Summary

Web Analytics Tutorial

 

Appendix B – Technical Details of Metrics Accuracy

IN THIS APPENDIX
* Limitations of Metrics Accuracy
   Visit Detection
* Proxies, Caches and Firewalls
   Proxies
   Caches
   Controlling Caching
   Firewalls
   Proxy Sharing
* Validity of Agent Data
   User Agents
   Referrers
   Hosts
   Validity of Reports
* Visit Time Issues
   View Time
   Visit Duration
* Advanced Solutions
   Cookies
   Session Keys in URLs
   Client-side applets

Limitations of Metrics Accuracy

Throughout the lessons we have qualified our statements about the validity of metrics, often with references to caches and proxies. At several times, we have stated that the numbers given do not necessarily correlate to any real-world values. Because of the way the web was designed and the systems installed to make it more efficient, the values that we track and metrics that we report on may not correlate to real world quantities that you want to know. When reading web analytics reports, you should understand the definitions of the metrics and the limitations of them in regards to any expected quantities that you may want.

For example, while we can count hits or requests for advertisements on the server, this may not be the same as the number of impressions the advertisement had. The reason we cannot count the exact number of impressions is because when a visitor browses your site your server may never get a request for the content she views. HTTP protocol (which is how web browsers and web servers communicate) involves distinct requests for individual items from a server. This is why a “request” for the home page of your site, for example, can result in multiple requests (or hits) to the server (one for the page and additional requests for each graphic or other item referenced by it).

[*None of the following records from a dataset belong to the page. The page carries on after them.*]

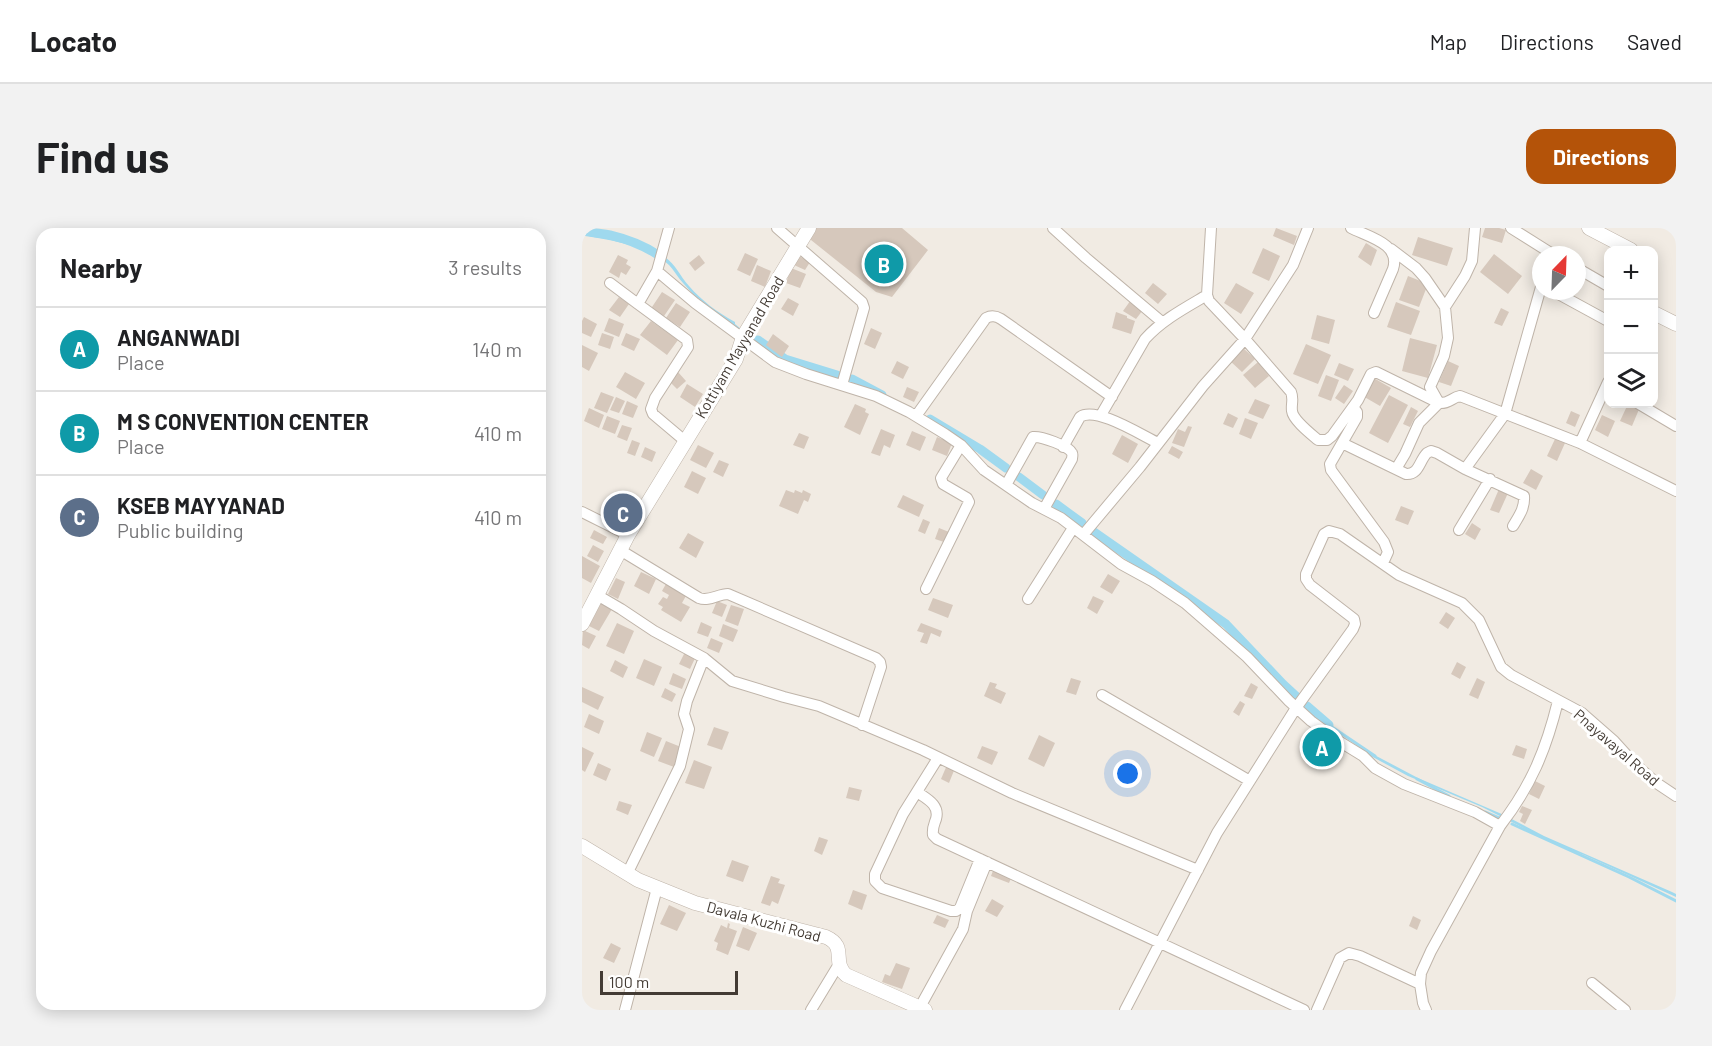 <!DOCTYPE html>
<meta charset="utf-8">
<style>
:root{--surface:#fff;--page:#f2f2f2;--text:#202124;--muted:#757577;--line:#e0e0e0;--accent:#b45309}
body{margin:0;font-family:Barlow,sans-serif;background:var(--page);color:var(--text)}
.controls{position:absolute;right:18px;top:18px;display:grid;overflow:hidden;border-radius:12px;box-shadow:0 3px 15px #0003}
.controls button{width:54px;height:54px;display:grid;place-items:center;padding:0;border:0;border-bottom:2px solid var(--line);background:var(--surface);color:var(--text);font:30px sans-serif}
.compass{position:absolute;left:950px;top:18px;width:54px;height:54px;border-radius:50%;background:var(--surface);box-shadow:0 3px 15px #0003;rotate:23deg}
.scale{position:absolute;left:18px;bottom:15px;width:138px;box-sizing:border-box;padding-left:6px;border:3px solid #433b34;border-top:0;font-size:16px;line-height:21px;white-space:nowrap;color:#433b34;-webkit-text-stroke:4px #fff;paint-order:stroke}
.you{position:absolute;left:546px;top:546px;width:21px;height:21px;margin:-15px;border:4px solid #fff;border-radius:50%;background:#1a73e8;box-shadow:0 0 0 9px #1a73e833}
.badge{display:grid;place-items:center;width:39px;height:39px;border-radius:50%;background:var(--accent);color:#fff;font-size:20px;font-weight:700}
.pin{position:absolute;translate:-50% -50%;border:3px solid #fff;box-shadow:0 2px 6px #0006}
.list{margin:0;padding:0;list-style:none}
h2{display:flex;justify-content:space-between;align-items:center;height:78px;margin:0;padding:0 24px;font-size:26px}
h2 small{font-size:20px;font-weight:400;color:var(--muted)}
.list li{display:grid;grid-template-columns:39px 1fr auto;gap:18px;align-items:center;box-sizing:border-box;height:84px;padding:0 24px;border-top:2px solid var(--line)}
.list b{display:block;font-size:22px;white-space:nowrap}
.list p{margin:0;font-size:20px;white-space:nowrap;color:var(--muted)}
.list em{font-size:20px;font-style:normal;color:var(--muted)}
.icon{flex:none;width:33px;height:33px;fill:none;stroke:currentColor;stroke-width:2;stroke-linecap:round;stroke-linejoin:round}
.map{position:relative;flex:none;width:1094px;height:782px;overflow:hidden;border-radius:18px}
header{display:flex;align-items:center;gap:36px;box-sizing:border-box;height:84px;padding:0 30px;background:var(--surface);border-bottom:2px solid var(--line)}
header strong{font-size:28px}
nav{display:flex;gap:33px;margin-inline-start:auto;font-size:21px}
.intro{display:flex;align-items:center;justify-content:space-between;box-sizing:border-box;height:144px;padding:0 36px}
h1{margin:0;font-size:42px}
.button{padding:15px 27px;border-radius:18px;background:var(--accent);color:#fff;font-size:21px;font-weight:700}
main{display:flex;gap:36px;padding:0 36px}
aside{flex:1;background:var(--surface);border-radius:18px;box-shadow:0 3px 15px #0003}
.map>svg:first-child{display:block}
</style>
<header>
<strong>Locato</strong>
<nav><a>Map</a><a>Directions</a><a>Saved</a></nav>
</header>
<div class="intro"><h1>Find us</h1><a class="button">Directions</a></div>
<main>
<aside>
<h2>Nearby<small>3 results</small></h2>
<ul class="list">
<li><span class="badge" style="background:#0f9aa8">A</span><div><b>ANGANWADI</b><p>Place</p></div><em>140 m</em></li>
<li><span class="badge" style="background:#0f9aa8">B</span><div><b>M S CONVENTION CENTER</b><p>Place</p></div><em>410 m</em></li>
<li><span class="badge" style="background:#5c6f8a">C</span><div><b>KSEB MAYYANAD</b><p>Public building</p></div><em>410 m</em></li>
</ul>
</aside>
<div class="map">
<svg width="1094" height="782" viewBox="0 0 1094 782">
<rect width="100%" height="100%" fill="#f1ebe3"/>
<path fill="#9fd9ee" d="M0,3C7,7 14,6 22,7C41,10 68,18 83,29C94,37 98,48 107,58C120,73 135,84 153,94V96L159,101L158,104C138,89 117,74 101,55C96,50 92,42 87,37C67,18 29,12 3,8L0,6Z
M744,498L764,512L836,550L922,587L962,608L1090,664L1094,666V669L1002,627L977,618L900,579L826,548L774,520Z"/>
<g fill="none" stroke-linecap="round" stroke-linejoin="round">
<path stroke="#9fd9ee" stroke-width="3" d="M747,497L793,528
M835,551L867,568
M903,584L917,590
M930,596L1047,649L1094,673"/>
<path stroke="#9fd9ee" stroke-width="9" d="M0,1C8,5 18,5 28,7C45,11 61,17 76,27
M176,112L203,131L255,147
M270,151L300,167
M348,191L398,221L424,240
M437,249L461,267
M474,276L500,295
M512,304L644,396L701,456L714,468
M725,478L747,497"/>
</g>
<path fill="#d6c8bc" d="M230,0H320L346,22L310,69L294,64L224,8Z
M694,0L715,8L712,17L691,8Z
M903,0H917L924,2L920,15L900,9Z
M836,9L871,20L865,38L830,27Z
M784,15L795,22L789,38L776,29Z
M681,20L698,28L687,53L670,45Z
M163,25L176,31L168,48L155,42Z
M912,26L940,48L926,66L898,44Z
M36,27L46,32L44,36L49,39L44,47L39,44L37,50L27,44Z
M117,27L123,35L113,43L107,35Z
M217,28L228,34L223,42L212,37Z
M175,37L189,43L183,59L169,53Z
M209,40L224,46L218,60L204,55Z
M826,48L846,56L837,79L817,72Z
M571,55L585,66L576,76L563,65Z
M654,55L672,65L659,86L642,75Z
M80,64L93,72L80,91L68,82Z
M37,69L47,76L38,89L27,82Z
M551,69L564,78L554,91L541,83Z
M206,70L217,76L211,88L199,81Z
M814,74L838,83L829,107L805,99Z
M94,75L108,84L98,99L84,90Z
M919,80L927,84L920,98L912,95Z
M534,84L545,88V90L553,93L549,106L530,100Z
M735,87L753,92L747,116L729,111Z
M2,89L15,96L9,109L0,105V93Z
M27,90L42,96L37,109L22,103Z
M69,93L96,112L85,127L58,107Z
M289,100L300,105L293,121L282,116Z
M20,105L32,109L28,121L16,117Z
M44,105L58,111L52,123L39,117Z
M191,106L207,118L200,129L184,117Z
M828,110L855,117L846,150L820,143Z
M724,116L749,127L736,156L711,146Z
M0,117L16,125L7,143L0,139Z
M660,119L673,131L660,144L647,132Z
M315,133L327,139L321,151L309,145Z
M866,133L877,138L869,158L857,154Z
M676,134L687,148L673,160L661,147Z
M757,135L772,141L766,153L752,147Z
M43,144L63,155L54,171L34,159Z
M96,144L104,153L95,161L87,153Z
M744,147L757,152L749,173L736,168Z
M790,149L809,160L798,178L779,167Z
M105,156L121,166L113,179L98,169Z
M762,157L771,163L762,176L753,170Z
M325,159L337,164L332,174L321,169Z
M19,164L32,169L25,185L12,180Z
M807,167L826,177L806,215L787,205Z
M34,169L43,173L37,185L28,182Z
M673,171L688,177L681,191L666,185Z
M45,173L56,178L51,190L40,186Z
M273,176L284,181L283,184L287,186L278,207L262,199Z
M1046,176H1050L1058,179L1050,198L1038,193Z
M829,179L836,183L828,199L821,196Z
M7,180L22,187L17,200L2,193Z
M989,183L998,187L993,199L984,195Z
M646,185L656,190L651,200L641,196Z
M1020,187L1033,193L1026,209L1013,202Z
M25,188L38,193L33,206L20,201Z
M663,190L676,195L669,211L657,206Z
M40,197L50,200L45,213L35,209Z
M606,198L610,199L602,219L590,215L596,201L603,204Z
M299,201L313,207L308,220L302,217L298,228L289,225Z
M330,203L344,209L338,223L324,217Z
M217,205L227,209L222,221L211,217Z
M540,207L556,216L546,235L530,226Z
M355,209L370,215L365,228L350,222Z
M973,211L983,215L975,233L965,228Z
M50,212L58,215L53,228L45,225Z
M116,217L132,225L124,240L108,232Z
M590,218L601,224L597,231L586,225Z
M63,219L74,224L70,234L59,229Z
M137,232L147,236L141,249L131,244Z
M949,241L961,248L954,262L941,255Z
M110,243L124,250L116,266L102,259Z
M917,261L926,265L917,285L908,282Z
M204,262L212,265L213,262L220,265L221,262L229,266L226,274L222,272L216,286L197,278Z
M321,267L342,277L337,289L315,279Z
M35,269L51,277L52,274L60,278L46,304L23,291Z
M819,278L832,283L826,297L813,292Z
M341,291L348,294L343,306L336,303Z
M890,295L899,301L893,312L883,306Z
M357,300L372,306L368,316L353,311Z
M12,302L25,309L21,316L8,310Z
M106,305L122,314L114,330L97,320Z
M11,317L22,323L16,334L5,328Z
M0,328L18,338L9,355L0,350Z
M59,344L74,351L67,366L52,358Z
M526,346L538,353L530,366L518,359Z
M34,350L43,354L36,371L26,366Z
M85,354L105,366L100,375L108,379L99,394L79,382L81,379L76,376L81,369L85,371L87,367L80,363Z
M511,368L522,373L515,386L505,380Z
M351,370L371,377L366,390L346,382Z
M135,373L145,377L140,389L130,385Z
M19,375L30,381L17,403L7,398Z
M149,377L162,381L156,398L143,393Z
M864,384L873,390L866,401L857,395Z
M119,394L130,399L126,409L115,405Z
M35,395L52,403L42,426L24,418Z
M339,395L360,403L358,409L349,405L345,416L338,414L342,405L335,403Z
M141,396L156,402L151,414L137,408Z
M1,402L14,408L7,421L0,417Z
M129,410L141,415L137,425L125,420Z
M103,424L114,428L108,441L97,436Z
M62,431L80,439L72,458L54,450Z
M33,432L46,439L41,450L28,443Z
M875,434L884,439L878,451L869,446Z
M91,445L104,451L100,461L87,456Z
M489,450L499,453L494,467L484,464Z
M895,450L903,454L896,471L887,467Z
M408,454L415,456L413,460L424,465L419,476L402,468Z
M669,455L676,459L670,471L662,468Z
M0,459L22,469L16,482L0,474Z
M83,460L94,466L90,474L79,469Z
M658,473L663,476L657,488L651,484Z
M7,486L22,493L17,506L2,499Z
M132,499L147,504L140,522L125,517Z
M65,504L80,510L72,529L58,523Z
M457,507L473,515L462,539L446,531Z
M735,509L751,517L744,530L728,521Z
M84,513L99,519L92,539L76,533Z
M934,517L945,521L942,531L930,527Z
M400,518L416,524L410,537L395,530Z
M0,519L12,525L3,544L0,542Z
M112,532L130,539L122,561L103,555Z
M16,535L29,541L24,553L11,547Z
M365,537L373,540L367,555L359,551Z
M953,553L963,558L957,571L947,566Z
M267,559L280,562L277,573L264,570Z
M37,573L50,577L46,587L34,582Z
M940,578L950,582L943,596L938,593L941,586L937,584Z
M237,609L246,612L240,627L232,623Z
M150,632L167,638L161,654L144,648Z
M414,635L432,643L427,655L409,648Z
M189,648L198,651L196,655L203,657L196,676L190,673L188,678L179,675Z
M271,662L285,667L280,682L266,676Z
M410,671L422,678L415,689L403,683Z
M87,677L104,685L95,703L78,696Z
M355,687L367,692L363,700L351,695Z
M831,688L839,692L835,702L827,698Z
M146,695L148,696L147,700L155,703L146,727L134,722L136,715L132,713L139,697L145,700Z
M161,699L175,705L167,723L154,718Z
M29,715L39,720L32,735L21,730Z
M314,735L328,740L320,761L300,754L303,746L308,748Z"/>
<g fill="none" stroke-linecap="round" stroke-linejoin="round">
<g stroke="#bfb4a9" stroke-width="12">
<path id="minor" d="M87,0L75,43L56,76L105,112L106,119L73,170L69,181L71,186L103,213
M195,0L280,74L282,80L260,157
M471,0L504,30L580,94
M629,0L625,67L627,73L663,111L709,164C712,171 709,176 710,183C711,192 729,206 736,212H745L750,208L776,172L789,146L794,144L857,175C867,176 869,170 878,168L998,215L1094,263
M769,0C787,9 819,16 811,41L792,85
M929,0L972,27
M809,21L834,40L843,50L863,79
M995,40L1026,58
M75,43L113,75L193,134L224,146L294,168L327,184L363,206L379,217L402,242L450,275L479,290L539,336L570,353L603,375L665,429L707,473L729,493L755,512L781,528L793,540L822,556L893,584L918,598C949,558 964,522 976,473
M28,55L56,76
M971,63L1026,93
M774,175L771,179L775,184V189L748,236L749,242L802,314L806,324L801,335
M1057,176L1094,198
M519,187L563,111C580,92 603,80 625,67
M334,188L404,90C410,87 414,88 419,91L530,169
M760,215L824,246C837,247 837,233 845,225L849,223L855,225L883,241L942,268C943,280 937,288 931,298
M998,215L1026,154
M481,219L498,189C514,178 559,207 576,215
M814,241L823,226L837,195L857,175L848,159L862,128L866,110L863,79L883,48L890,33L893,0
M883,241L923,186L959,59
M424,257L451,209C459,208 487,218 490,225C491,227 490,229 490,231L462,281
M0,284L46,307
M877,302L908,251
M501,307L558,239L621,158L663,111L711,37L726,0
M38,322L117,370C127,374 136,366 146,366L294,430L298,434L299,439L280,497
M344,361L387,274L385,270L361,256L359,250L379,217
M15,367L39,381L72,403L122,430L150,453L202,469L237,478L341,522L430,565L616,642
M446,371L491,300
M520,467L668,553
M356,530L321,586L293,646V653L300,660L369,683H374L378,680L398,631
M335,564C345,571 358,577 354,591C352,597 350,600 351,607L355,611L722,782
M45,646L98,538L107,501L102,486L105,473L122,430
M1010,755L1043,782
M338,779L381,701L385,683L405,634
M43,782L75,660
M229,782L257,736
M543,782L635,605L714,480L771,401L773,396L772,391L728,357L724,351V346L742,306L747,303L758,306L817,347L880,375L897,392L919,439L929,447L1000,485L1032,513L1052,535L1073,554L1094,568
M735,782L758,730L767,725L778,728L838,756
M844,782L841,775L838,756L839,745L849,723L918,598"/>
</g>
<g stroke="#bfb4a9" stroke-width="15">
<path id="tertiary" d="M1007,0L1049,22
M1072,85L1094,96
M0,396L46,307L154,131L161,109L227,0
M0,618L56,652L113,675L244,709C266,719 249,733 264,747L343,782"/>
</g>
<use href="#minor" stroke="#fff" stroke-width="10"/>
<use href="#tertiary" stroke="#fff" stroke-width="14"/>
</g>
<g text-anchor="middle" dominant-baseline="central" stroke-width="6" stroke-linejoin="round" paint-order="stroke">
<g font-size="15" fill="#433b34" stroke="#fff">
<text transform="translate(157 119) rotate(-60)">Kottiyam Mayyanad Road</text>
<text transform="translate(1035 519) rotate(41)">Pnayavayal Road</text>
<text transform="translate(182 693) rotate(15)">Davala Kuzhi Road</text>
</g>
</g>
</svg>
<div class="controls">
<button>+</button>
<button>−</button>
<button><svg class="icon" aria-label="layers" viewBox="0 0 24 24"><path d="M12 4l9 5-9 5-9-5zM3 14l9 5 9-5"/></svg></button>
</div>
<svg class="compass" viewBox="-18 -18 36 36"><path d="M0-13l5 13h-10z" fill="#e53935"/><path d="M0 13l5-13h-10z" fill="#757577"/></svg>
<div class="scale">100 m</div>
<div class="you"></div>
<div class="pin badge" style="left:740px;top:519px;background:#0f9aa8">A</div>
<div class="pin badge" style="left:302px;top:36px;background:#0f9aa8">B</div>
<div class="pin badge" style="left:41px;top:285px;background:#5c6f8a">C</div>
</div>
</main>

In order to improve performance, all modern browsers implement a technique called caching. The images that you get when you go to your home page are often the same ones you get on other pages of the site. The browser detects this and rather than asking for the image across the (possibly slow) Internet connection, it grabs a copy that it saved on your computer. This makes it much faster to load subsequent pages from the website. In fact, most users depend on this feature to make web surfing manageable and enjoyable. Major Internet Service Providers, to improve performance even more, add caching on their service. The affects requests from all their users, across session, as we will discuss shortly.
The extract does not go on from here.